Text of Dr. Foreman’s Talk
I started
off Monday night’s presentation with the question: “Is one child’s life worth $40 million?”: “My name is Dan Foreman. I’m a physician in Auburn and have been an M.D. for 18 years. I have researched this project extensively
and my medical conclusion is that it will seriously affect the health and
well-being of the Meadow Vista area residents (not just the ones adjacent to
the truck route and asphalt plant.) More
importantly, it will jeopardize the health and safety of the children of the
three schools of Meadow Vista, particularly the two along Placer Hills Road (one of which is only 50 feet from the road.) These little children, with their high
respiratory rates, developing lungs, running around on playgrounds will be the
most affected. Numerous studies done
around the world have shown that there is a permanent decrease in lung function
and development as a result of air pollution, particularly diesel truck
pollution. These children will also have
a much higher incidence of asthma and the precipitation of asthma attacks with
hospitalizations. In fact, there is new
legislation which requires new schools to be built at least 500 feet from
traffic flows. A review article
published by the New England Journal of Medicine in 2004 on air pollution
states that the mortality and morbidity exposure to response is linear, i.e.,
there is no safe threshold. It is
well-documented in hundreds of state, federal and worldwide environmental
studies, published in renowned Scientific Journals, that toxins from diesel
fuel and asphalt can cause serious health hazards, both in the short term and
long term. These effects will be
especially grave in the Meadow Vista community because of its unique geography
and weather patterns. Meadow Vista sits in
a bowl-like valley, which is an inversion area and acts as a pollution
trap. In fact, Placer Hills School is one of the two spots in the entire county that monitors
air pollution.
Asphalt
fumes have been shown to cause respiratory disease, brain, lung and prostate
cancer, central nervous system disorders, liver damage, personality disorders,
depression and suicide. Public health
studies have shown that at even low levels, permanent damage to the brain and
central nervous system can occur, especially in children.
The
effects of diesel fuel are much better documented and probably worse.

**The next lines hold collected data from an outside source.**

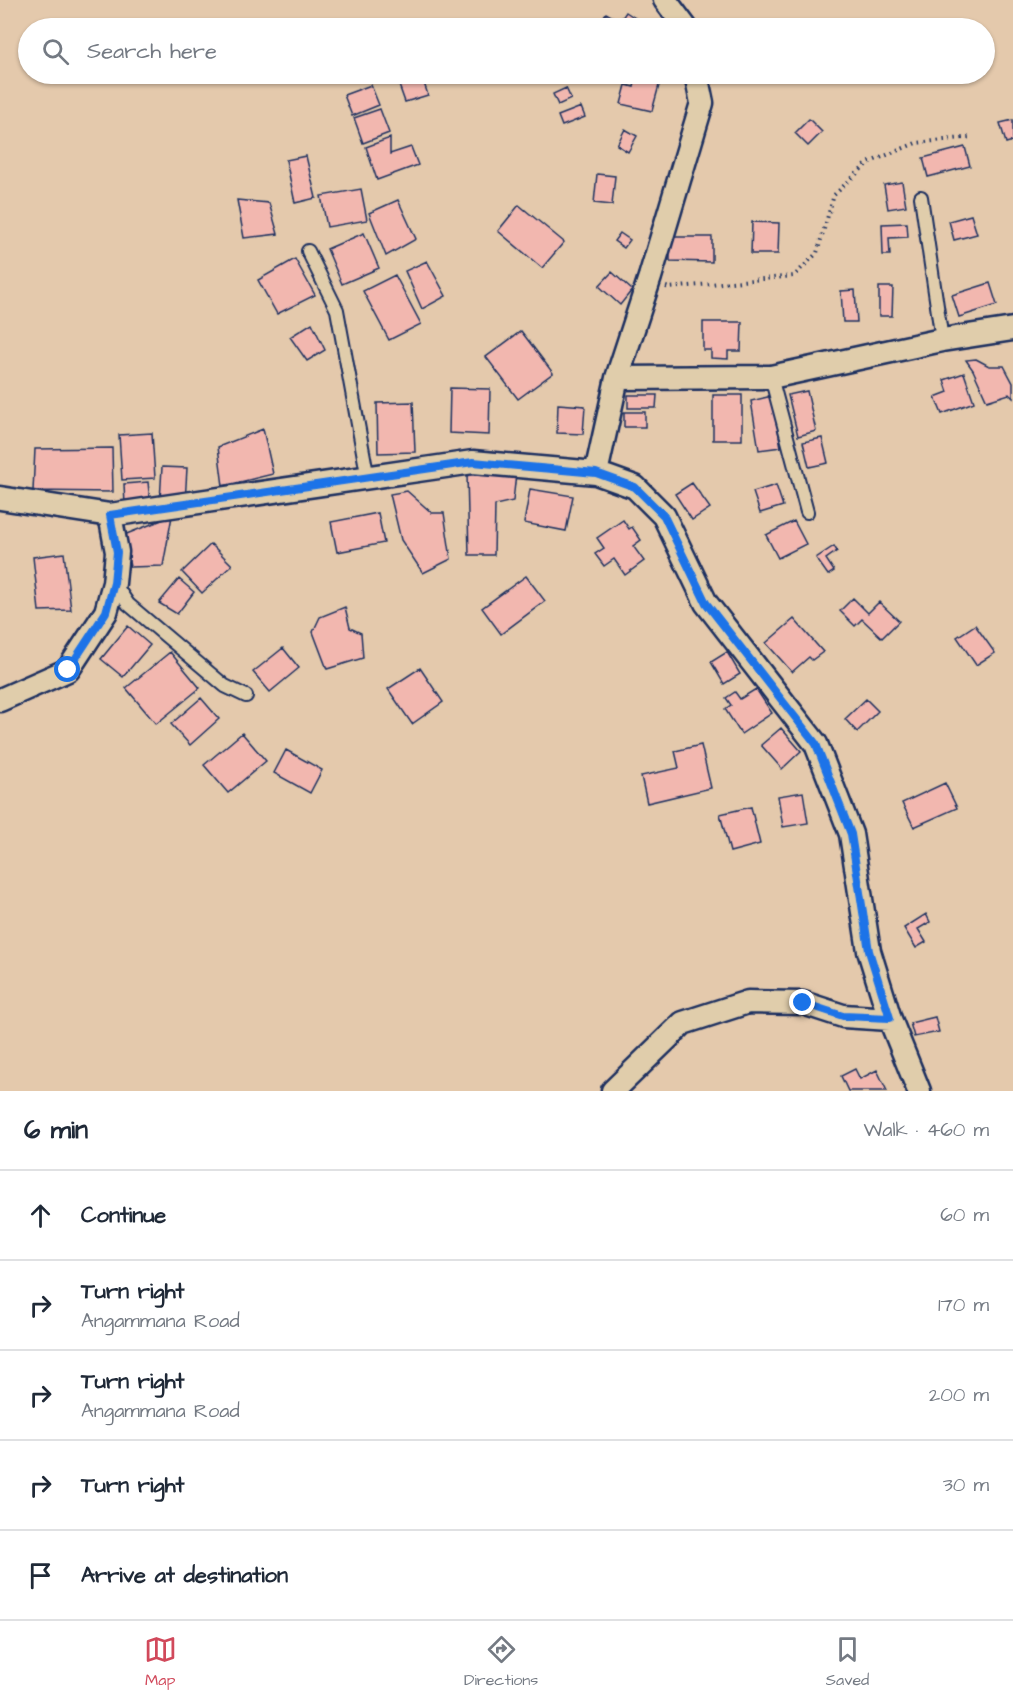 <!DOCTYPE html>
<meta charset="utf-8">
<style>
:root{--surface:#fff;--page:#f2f2f3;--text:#1f2937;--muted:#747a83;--line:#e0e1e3;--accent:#d1495b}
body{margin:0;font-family:"Architects Daughter",sans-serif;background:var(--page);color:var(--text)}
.stop{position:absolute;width:18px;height:18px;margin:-14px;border:4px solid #1a73e8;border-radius:50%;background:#fff}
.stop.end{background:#1a73e8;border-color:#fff;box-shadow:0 2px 6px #0008}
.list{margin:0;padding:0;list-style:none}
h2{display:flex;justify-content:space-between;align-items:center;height:78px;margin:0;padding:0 24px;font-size:26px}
h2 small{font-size:20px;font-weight:400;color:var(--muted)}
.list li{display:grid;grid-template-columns:39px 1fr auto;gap:18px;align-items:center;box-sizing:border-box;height:90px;padding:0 24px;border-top:2px solid var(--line)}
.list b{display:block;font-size:22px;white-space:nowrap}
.list p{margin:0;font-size:20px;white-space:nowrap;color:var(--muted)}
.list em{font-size:20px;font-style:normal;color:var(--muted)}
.icon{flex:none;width:33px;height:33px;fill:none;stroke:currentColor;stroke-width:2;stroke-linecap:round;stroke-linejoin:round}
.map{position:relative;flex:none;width:1013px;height:1091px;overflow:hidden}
.search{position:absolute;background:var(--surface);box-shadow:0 2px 4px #0004;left:18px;right:18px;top:18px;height:66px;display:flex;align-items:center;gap:15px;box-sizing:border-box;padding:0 21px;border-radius:33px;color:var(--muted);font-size:22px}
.sheet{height:528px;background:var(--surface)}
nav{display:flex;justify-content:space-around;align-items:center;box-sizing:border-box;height:84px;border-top:2px solid var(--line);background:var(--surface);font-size:16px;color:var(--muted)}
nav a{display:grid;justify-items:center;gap:3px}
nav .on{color:var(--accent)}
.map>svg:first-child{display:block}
</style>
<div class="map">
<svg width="1013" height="1091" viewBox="0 0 1013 1091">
<rect width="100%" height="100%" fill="#e4c9ac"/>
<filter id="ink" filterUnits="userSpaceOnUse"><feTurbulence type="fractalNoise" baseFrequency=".0167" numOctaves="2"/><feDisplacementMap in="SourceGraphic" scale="12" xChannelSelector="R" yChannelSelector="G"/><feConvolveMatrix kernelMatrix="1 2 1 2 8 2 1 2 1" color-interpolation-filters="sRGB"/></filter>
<g filter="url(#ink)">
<!-- building -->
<path fill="#f2b7af" stroke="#1b2f5e" stroke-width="1.5" d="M626 12 644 24 641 28H603L598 25 606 13 620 21Z
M395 74H421L428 95 405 102Z
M637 74 661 78 652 111 621 104 626 85 634 87Z
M371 85 379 105 352 116 344 95Z
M566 88 571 99 558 105 553 94Z
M581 107 585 117 562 126 558 116Z
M380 109 389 133 363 143 354 118Z
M809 119 822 132 808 146 795 133Z
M1013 120V141L1006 143 1000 123Z
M625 129 637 136 628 152 617 145Z
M390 138V154L411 147 418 165 377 180 366 147Z
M965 147 970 166 928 177 923 158Z
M306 156 316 198 295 203 286 160Z
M597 174 615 176 612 205 594 203Z
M902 182 906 206 888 209 884 185Z
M361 189 367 220 327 227 321 196Z
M237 200 269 203 278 234 244 238Z
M398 200 416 239 386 256 369 213Z
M519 205 564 242 542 268 498 231Z
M971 215 977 234 954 240 949 221Z
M752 222 779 223 778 254H751Z
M907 223 908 237 889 238 890 255H883L882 224Z
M364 233 379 268 342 284 327 249Z
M620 233 630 240 624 248 614 241Z
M670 237H712V262L670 261Z
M295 259 315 295 277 314 258 280Z
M427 261 446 296 422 309 405 271Z
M612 272 632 290 620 305 599 286Z
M395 275 421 324 389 340 363 291Z
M990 283 997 305 959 317 952 295Z
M879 287H893L892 316H879Z
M855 290 857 322H843L841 291Z
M703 322H742L741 351H728V359L711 358V350H703Z
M312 323 325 350 307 361 290 337Z
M521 331 553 373 518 399 486 357Z
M976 359 989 366H1004L1013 383V398L1009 394 987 401 973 370 966 360Z
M964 373 974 402 942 414 935 397 948 392 944 380Z
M450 388 490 389 489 435 449 433Z
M807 391 816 431 798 436 788 395Z
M628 395H657L656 408H628Z
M713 395H742V440H713Z
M772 396 781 447 759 450 751 401Z
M413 402 415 452 378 453 377 403Z
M558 404 585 406 583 434 557 433Z
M624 412H645V427H624Z
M263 429 273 474 223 486 218 447Z
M152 433 155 478 122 480 119 435Z
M822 438 828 463 809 467 803 442Z
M112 448 113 492 33 491 35 449Z
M162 467 187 468 185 503 160 501Z
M478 471 516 474 513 501 495 505 494 555H469L467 474Z
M148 482 150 503 125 505 124 484Z
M692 483 710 508 692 520 675 494Z
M776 485 783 506 760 513 753 492Z
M530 489 573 496 566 531 524 523Z
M407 491 432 513H444L451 559 423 573 401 540 390 494Z
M378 513 384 543 337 552 331 522Z
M172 516 163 566 130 567 124 535Z
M623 520 629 529 632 527 641 540 633 546 644 561 625 575 614 559 604 566 595 554 604 548 597 538Z
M794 521 806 544 778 558 766 535Z
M211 544 232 565 202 593 182 572Z
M834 546 837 551 826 559 834 571 828 575 816 558Z
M64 553 71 610 39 611 33 557Z
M526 576 545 601 501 634 482 608Z
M179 579 194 592 177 614 159 603Z
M853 598 868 613 879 602 899 621 882 638 862 619 855 626 840 611Z
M345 607 350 628 361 633 363 658 327 669 313 632 320 617Z
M794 619 823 652 812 660 809 657 792 672 766 643Z
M975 625 995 653 976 665 957 637Z
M128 626 150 645 123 677 101 659Z
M283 648 299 668 270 692 253 672Z
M170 652 200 688 156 724 126 688Z
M727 652 740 674 724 684 711 662Z
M420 668 443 702 412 724 388 689Z
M756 689 772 713 741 734 725 709 731 705 726 698 735 692 740 699Z
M201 698 219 719 190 745 171 724Z
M866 699 878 711 857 732 845 719Z
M781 728 801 751 782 769 761 745Z
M242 733 266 761 228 793 204 765Z
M701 745 711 788 647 803 641 776 679 768 675 751Z
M286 750 322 770 310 793 274 773Z
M945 783 957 808 914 827 902 803Z
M803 792 808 823 783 827 778 796Z
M751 807 760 844 730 852 720 814Z
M926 914 930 922 918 929 926 942 916 948 904 928Z
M935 1017 939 1032 914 1037 910 1023Z
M855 1069 860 1079 877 1070 887 1091H848L841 1076Z"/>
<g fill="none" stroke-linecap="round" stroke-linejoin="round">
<!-- service casing -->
<g stroke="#1b2f5e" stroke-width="16">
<path id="service" d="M921 197 942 340
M308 251 337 310 368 479
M771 377 807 512
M114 583 128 604 225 686 246 696"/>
</g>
<!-- minor casing -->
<g stroke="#1b2f5e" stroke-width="27">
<path id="minor" d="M665 0 686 28
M617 378 650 277 702 103 696 74
M596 473 617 378 771 377 942 340 1013 329
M0 498 110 515 473 462 596 473 635 487 664 516 706 603 816 744 851 834 869 951 890 1019 919 1091
M0 700 68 670 106 612 114 583 117 552 110 515
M613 1091 683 1023 748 1002 803 1003 843 1016 890 1019"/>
</g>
<!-- path -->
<path stroke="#1b2f5e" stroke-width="4" stroke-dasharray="1.5 4.5" stroke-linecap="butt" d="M666 287 669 288 794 276 817 253 834 195 868 163 916 143 972 137"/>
<!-- service -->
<use href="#service" stroke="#e0cdab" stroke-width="12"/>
<!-- minor -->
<use href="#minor" stroke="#e0cdab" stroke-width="22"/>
</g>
</g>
<g fill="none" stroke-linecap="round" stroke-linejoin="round" filter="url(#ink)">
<!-- route -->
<path stroke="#1a73e8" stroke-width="8" d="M68 670 106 612 114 583 117 552 110 515 473 462 596 473 635 487 664 516 706 603 816 744 851 834 869 951 890 1018 843 1016 803 1003"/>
</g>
</svg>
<div class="stop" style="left:68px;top:670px"></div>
<div class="stop end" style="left:803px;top:1003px"></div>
<div class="search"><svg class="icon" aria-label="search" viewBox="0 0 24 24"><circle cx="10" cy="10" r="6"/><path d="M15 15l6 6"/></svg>Search here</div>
</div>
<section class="sheet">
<h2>6 min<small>Walk · 460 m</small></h2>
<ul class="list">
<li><svg class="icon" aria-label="ahead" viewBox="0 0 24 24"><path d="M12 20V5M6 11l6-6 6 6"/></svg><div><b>Continue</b></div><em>60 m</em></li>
<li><svg class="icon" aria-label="right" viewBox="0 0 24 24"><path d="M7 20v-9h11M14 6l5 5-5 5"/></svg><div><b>Turn right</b><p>Angammana Road</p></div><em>170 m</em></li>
<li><svg class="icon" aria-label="right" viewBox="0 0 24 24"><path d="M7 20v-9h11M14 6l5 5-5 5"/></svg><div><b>Turn right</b><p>Angammana Road</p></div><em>200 m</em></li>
<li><svg class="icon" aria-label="right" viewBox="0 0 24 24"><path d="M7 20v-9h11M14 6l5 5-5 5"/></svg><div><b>Turn right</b></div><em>30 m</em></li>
<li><svg class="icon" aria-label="arrive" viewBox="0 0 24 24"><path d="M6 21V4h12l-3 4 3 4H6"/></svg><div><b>Arrive at destination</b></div></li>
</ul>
</section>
<nav>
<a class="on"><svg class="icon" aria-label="map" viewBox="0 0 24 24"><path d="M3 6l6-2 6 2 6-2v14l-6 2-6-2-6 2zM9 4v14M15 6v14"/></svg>Map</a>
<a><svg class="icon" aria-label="directions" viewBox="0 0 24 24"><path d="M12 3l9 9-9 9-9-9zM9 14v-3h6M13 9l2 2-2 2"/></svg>Directions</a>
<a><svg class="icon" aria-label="saved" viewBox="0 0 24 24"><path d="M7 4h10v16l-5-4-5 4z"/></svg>Saved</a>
</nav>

The mechanism of this involves small diesel
emission particles and among all the pollutants from diesel fuel, this is
probably the main culprit. These small
diesel emission particles, less than 2.5 to 10 microns in size, penetrate deep
into the lungs, cause damage there, and are absorbed into the blood vessels and
cross into the cells and start a cascade of inflammation. The diseases that result from this are
asthma, chronic obstructive pulmonary disease, heart attacks, stroke, birth
defects, lung cancer and, as I stated before,
permanent decrease in lung function in adults and in children. The reason they cause heart attacks, strokes
and vascular disease is because they inflame the blood vessels and cause
resultant pathology.
The arguments that the asphalt plant is state-of-the-art
and that the overall air pollution would be greater if trucks travel from Marysville
and Sacramento, are at best misleading. They don’t consider
the local environment. In fact, I spoke
to Janice Kim, M.D., who is a doctor with Environmental Health in Oakland, and she says it is much worse to have trucks stopping,
starting and accelerating than to have trucks on the open freeway running at a
constant speed. She has done many
studies, including a study on air pollution adjacent to schools in the Oakland area, in conjunction with UC Berkeley and Berkeley
Lawrence Laboratories.
I will
ask you, and I am sure you would agree, that you would
much prefer to have a thousand trucks on the open freeway than one truck
running in your garage.
Clearly,
an environmental impact report should be done given the gravity of the
situation and it will most assuredly show that Meadow Vista is inappropriate
and it would have serious and deadly consequences for the community. People will die from this.”